WHAT YOU NEED TO DO.
The lines needed are those below that contain the word "scale"; copy each one.

Stored data
########
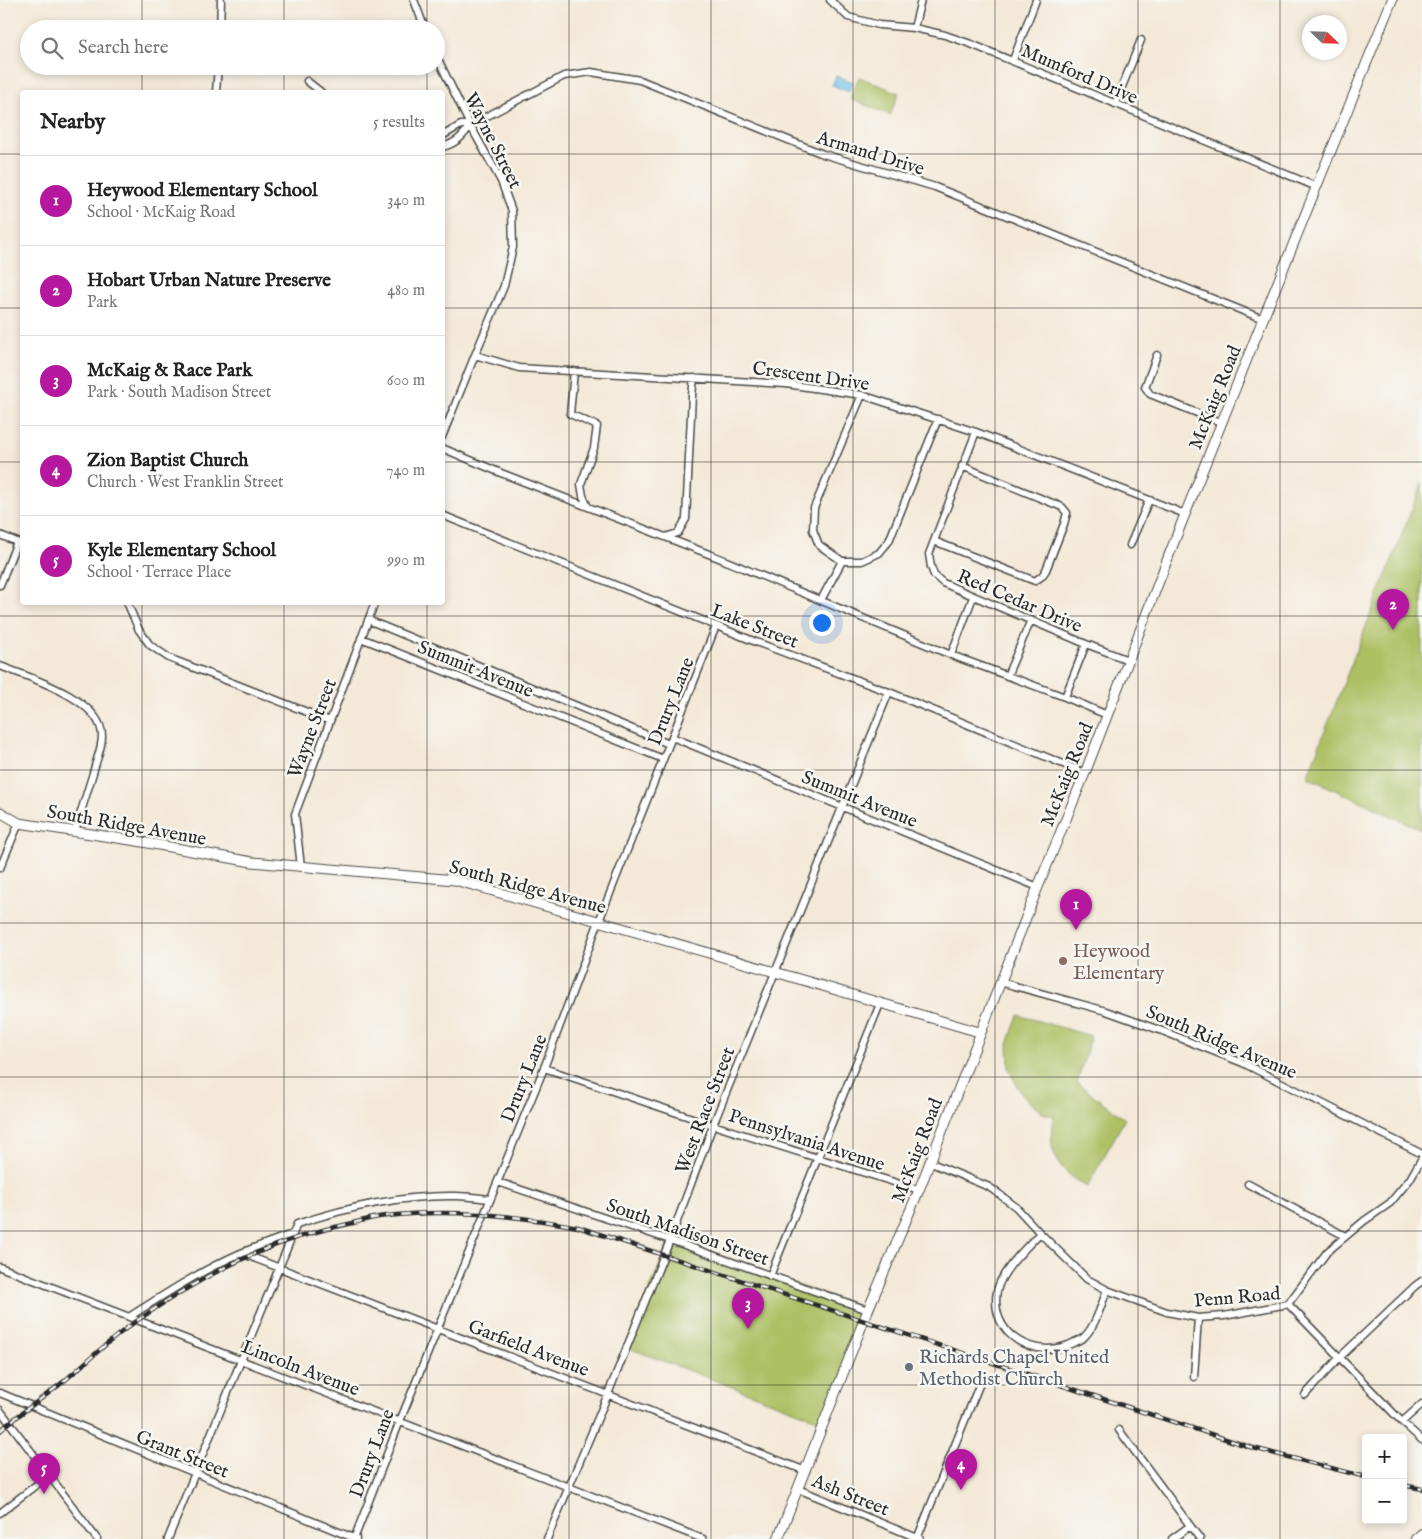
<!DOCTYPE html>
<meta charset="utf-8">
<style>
body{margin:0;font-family:"IM FELL English",serif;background:#f6f6f6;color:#222}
.controls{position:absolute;right:15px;bottom:15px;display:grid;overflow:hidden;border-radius:5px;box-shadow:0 2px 8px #0003}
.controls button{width:45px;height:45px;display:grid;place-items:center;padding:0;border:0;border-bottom:1px solid #e0e0e0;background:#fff;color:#222;font:25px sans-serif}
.compass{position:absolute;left:1302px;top:15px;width:45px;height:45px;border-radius:50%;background:#fff;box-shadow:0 2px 8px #0003;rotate:113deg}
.you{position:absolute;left:821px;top:622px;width:18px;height:18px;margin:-12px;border:4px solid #fff;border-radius:50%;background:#1a73e8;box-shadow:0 0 0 8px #1a73e833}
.badge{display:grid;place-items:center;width:32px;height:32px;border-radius:50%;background:#b5179e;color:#fff;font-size:16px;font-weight:700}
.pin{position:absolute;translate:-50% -41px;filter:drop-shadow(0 1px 2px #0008)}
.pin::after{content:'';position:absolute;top:26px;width:18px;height:15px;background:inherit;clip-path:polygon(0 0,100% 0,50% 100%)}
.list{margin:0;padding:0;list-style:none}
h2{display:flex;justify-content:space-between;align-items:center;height:65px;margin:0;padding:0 20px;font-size:21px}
h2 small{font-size:16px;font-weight:400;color:#767676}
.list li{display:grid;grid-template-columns:32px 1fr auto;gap:15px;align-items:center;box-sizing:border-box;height:90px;padding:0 20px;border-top:1px solid #e0e0e0}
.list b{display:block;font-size:19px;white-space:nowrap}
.list p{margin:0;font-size:16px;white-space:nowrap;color:#767676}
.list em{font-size:16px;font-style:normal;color:#767676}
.icon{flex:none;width:28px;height:28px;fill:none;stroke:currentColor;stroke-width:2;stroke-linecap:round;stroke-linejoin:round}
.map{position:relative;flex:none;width:1422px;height:1539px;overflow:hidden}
.search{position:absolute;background:#fff;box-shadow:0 2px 8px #0003;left:20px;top:20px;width:425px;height:55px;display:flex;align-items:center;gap:12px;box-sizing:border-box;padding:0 18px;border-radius:28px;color:#767676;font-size:19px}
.panel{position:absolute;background:#fff;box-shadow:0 2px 8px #0003;left:20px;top:90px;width:425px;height:515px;border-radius:5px}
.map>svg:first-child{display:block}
</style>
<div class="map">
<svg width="1422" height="1539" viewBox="0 0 1422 1539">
<rect width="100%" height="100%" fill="#f6f6f2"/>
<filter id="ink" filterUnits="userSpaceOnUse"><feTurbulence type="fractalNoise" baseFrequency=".02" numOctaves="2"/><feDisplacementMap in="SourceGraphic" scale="10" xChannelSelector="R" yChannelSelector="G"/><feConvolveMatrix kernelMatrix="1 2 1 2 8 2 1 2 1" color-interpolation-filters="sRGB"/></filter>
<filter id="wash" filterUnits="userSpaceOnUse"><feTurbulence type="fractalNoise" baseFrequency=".0096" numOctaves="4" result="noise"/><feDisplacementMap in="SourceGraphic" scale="20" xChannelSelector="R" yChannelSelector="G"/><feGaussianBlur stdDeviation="1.12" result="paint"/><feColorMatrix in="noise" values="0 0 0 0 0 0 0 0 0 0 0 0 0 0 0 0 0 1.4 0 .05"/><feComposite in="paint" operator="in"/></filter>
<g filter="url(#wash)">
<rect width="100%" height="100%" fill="#f4e9d8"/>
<!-- green -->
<path fill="#adc063" stroke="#6c7647" d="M859,77L899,93L890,115L850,99Z
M1422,483V830L1307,777Z
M1018,1015L1091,1036L1077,1083L1125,1119L1087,1187C1056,1169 1046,1151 1054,1116L1042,1113L1022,1095L1009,1069L1008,1044Z
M670,1240L868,1310L825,1422L626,1347Z"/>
<!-- water -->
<path fill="#6ec1ea" stroke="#4c768a" d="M836,76L853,82L849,92L832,85Z"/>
</g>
<g filter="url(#ink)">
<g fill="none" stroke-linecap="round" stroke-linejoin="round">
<!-- street casing -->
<g stroke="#494845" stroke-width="9">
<path id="street" d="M414,0L425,29
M830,0L848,17L879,25L914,28L945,35L971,44L1317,187
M914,28L921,0
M220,29L221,0
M436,55L470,125L501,181L512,211L513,247L504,286L475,355L442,437
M1013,60L1036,0
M307,81L321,92
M216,92L218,66
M1115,104L1141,40
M470,125L564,76L591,72L640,80L823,154L935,187L1263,319
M442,136L461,125H470
M442,147C455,144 464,136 470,125
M475,355L519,368L786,384L862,395L976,432L1185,514
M1157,355L1145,387L1150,394L1222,423
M574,371L570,414L597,426L594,448L581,484L583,496L588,507
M862,395L814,508L813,530L819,545L842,561H862L879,553L889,541L938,419
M976,432L929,554L931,567L934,575L943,583L1086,644L1128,660
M442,448L501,473L719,558L951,655L1065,697L1107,715
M442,515L756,642L889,692L1085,773
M0,535L22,544
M665,537L678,533L686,519L692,395L694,378
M934,541L1035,581L1042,576L1046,570L1064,524L1067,513L1062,507L962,466
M1130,545L1149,500
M0,585L17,542
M821,600L842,561
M127,602L139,630L150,645L169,658L330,721
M368,620L669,744
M361,638L663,759
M951,655L973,597
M0,666C28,677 102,699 102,736C102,748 96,761 93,773C87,792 81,812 75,831
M1007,676L1031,620
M1065,697L1086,644
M672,737L1038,887
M301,867L295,814L375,602
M0,868L19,823
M1000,982L1106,1011L1165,1032L1243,1063L1422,1154
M544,1068L713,1125L919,1190
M929,1162L989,1187L999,1194L1016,1207L1040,1233L1087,1279L1107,1290L1167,1312L1198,1318L1224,1316L1288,1304
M498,1182L670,1240L868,1310
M1248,1184L1345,1236
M1040,1233C1026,1248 1001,1271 997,1291C989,1336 1036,1361 1073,1343C1076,1341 1080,1340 1083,1338C1095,1328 1101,1305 1107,1290
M241,1253L806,1471
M0,1267L703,1539
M770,1276L880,1004
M1288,1304L1327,1252L1364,1221L1390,1203L1410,1179L1422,1158
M1288,1304L1402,1422L1422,1440
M129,1317C165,1294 202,1270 241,1253C258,1246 275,1240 292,1234
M1194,1377L1198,1318
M0,1393L356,1539
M1305,1395L1339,1358L1415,1286L1422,1281
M0,1410L97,1539
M1402,1422L1422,1404
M1119,1430L1200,1539
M798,1489L920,1539
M0,1513L49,1475
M168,1539L297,1224C348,1207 402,1195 456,1196C467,1196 479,1198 490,1199
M354,1539L400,1421L544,1068L599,921L716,626
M547,1539L608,1394L670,1240L713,1125L889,692
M917,1539L982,1378
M1172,1539L1190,1526"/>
</g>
<!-- secondary casing -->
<g stroke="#494845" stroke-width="11">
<path id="secondary" d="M0,812L19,823L137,841L252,862L455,880L775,972L979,1032
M778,1539L868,1310L919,1190L1038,887L1085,773L1178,532L1263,319L1392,0"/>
</g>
<!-- primary casing -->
<g stroke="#494845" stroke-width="12">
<path id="primary" d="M1416,1539L1422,1534"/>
</g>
<!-- street -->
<use href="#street" stroke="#fff" stroke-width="6"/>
<!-- secondary -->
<use href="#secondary" stroke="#fff" stroke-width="9"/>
<!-- primary -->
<use href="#primary" stroke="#fff" stroke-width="10"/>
<!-- rail casing -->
<g stroke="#2b2b2b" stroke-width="4.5">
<path id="rail" d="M0,1431C20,1413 42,1399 63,1382C88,1361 111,1338 138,1320C206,1273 272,1239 353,1223C364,1220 376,1217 387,1216C450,1209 516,1215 578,1227L1253,1448L1366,1477
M1403,1485L1422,1489"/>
</g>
<!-- rail -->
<use href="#rail" stroke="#f6f6f2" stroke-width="2.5" stroke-dasharray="8" stroke-linecap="butt"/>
</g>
</g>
<!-- grid -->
<path fill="none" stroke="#2b2b2b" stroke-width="1" stroke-opacity="0.55" d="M142,0V29M284,0V29M427,0V29M569,0V1539M711,0V1539M853,0V1539M995,0V1539M1138,0V1539M1280,0V1539M142,66V92M284,66V92M427,66V92M0,154H22M442,154H1422M0,308H22M442,308H1422M0,462H22M442,462H1422M142,602V1539M284,602V1539M427,602V1539M0,616H1422M0,770H1422M0,923H1422M0,1077H1422M0,1231H1422M0,1385H1422"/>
<!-- markers -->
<circle fill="#8d6e63" stroke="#f6f6f2" stroke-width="2" cx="1063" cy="961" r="5"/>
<circle fill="#6b7280" stroke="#f6f6f2" stroke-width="2" cx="909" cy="1367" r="5"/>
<g text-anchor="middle" stroke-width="5" stroke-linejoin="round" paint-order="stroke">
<!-- street labels -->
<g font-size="19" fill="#2b2b2b" stroke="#f6f6f2">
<text transform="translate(1080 73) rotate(23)" y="7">Mumford Drive</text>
<text transform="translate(494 140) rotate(63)" y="7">Wayne Street</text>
<text transform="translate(871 152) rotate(17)" y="7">Armand Drive</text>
<text transform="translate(811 375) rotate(8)" y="7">Crescent Drive</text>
<text transform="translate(1214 397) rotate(-68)" y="7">McKaig Road</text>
<text transform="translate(1020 600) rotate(23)" y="7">Red Cedar Drive</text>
<text transform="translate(755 625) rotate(21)" y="7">Lake Street</text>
<text transform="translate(476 668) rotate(22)" y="7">Summit Avenue</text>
<text transform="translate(670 701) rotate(-68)" y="7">Drury Lane</text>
<text transform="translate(311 728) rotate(-69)" y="7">Wayne Street</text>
<text transform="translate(1066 774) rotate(-68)" y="7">McKaig Road</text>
<text transform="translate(860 798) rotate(22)" y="7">Summit Avenue</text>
<text transform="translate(127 824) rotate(10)" y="7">South Ridge Avenue</text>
<text transform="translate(528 886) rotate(15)" y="7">South Ridge Avenue</text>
<text transform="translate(1222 1041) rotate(23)" y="7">South Ridge Avenue</text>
<text transform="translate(523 1078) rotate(-68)" y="7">Drury Lane</text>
<text transform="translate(704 1110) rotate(-69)" y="7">West Race Street</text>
<text transform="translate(807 1139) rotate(18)" y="7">Pennsylvania Avenue</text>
<text transform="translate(916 1150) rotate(-69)" y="7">McKaig Road</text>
<text transform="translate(688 1231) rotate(19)" y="7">South Madison Street</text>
<text transform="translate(1237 1296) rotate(-5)" y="7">Penn Road</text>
<text transform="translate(529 1347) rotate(21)" y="7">Garfield Avenue</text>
<text transform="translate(301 1367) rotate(21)" y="7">Lincoln Avenue</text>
<text transform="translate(183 1453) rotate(22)" y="7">Grant Street</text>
<text transform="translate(371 1453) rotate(-69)" y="7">Drury Lane</text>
<text transform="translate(851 1494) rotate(22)" y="7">Ash Street</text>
</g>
<!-- education labels -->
<g font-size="19" fill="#785e54" stroke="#f6f6f2" text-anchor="start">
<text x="1073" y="957">Heywood<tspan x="1073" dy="22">Elementary</tspan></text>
</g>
<!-- worship labels -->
<g font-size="19" fill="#5b616d" stroke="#f6f6f2" text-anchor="start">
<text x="919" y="1363">Richards Chapel United<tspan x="919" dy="22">Methodist Church</tspan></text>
</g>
</g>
</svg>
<div class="controls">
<button>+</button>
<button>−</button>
</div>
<svg class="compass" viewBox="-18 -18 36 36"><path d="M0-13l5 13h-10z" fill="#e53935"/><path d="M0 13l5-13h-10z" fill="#767676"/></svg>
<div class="you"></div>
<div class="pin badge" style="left:1076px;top:930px">1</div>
<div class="pin badge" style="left:1393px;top:630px">2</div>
<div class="pin badge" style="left:748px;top:1329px">3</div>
<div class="pin badge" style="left:961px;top:1490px">4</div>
<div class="pin badge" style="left:44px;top:1494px">5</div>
<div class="search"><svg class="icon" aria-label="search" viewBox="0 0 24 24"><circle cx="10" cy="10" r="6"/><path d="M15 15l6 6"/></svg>Search here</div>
<section class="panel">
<h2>Nearby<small>5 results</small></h2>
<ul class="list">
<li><span class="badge">1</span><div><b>Heywood Elementary School</b><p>School · McKaig Road</p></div><em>340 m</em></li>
<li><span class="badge">2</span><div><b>Hobart Urban Nature Preserve</b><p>Park</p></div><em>480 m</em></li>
<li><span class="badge">3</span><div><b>McKaig &amp; Race Park</b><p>Park · South Madison Street</p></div><em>600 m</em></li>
<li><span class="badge">4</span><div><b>Zion Baptist Church</b><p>Church · West Franklin Street</p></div><em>740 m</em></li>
<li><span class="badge">5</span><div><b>Kyle Elementary School</b><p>School · Terrace Place</p></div><em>990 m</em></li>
</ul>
</section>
</div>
########
YOUR RESPONSE.
<filter id="ink" filterUnits="userSpaceOnUse"><feTurbulence type="fractalNoise" baseFrequency=".02" numOctaves="2"/><feDisplacementMap in="SourceGraphic" scale="10" xChannelSelector="R" yChannelSelector="G"/><feConvolveMatrix kernelMatrix="1 2 1 2 8 2 1 2 1" color-interpolation-filters="sRGB"/></filter>
<filter id="wash" filterUnits="userSpaceOnUse"><feTurbulence type="fractalNoise" baseFrequency=".0096" numOctaves="4" result="noise"/><feDisplacementMap in="SourceGraphic" scale="20" xChannelSelector="R" yChannelSelector="G"/><feGaussianBlur stdDeviation="1.12" result="paint"/><feColorMatrix in="noise" values="0 0 0 0 0 0 0 0 0 0 0 0 0 0 0 0 0 1.4 0 .05"/><feComposite in="paint" operator="in"/></filter>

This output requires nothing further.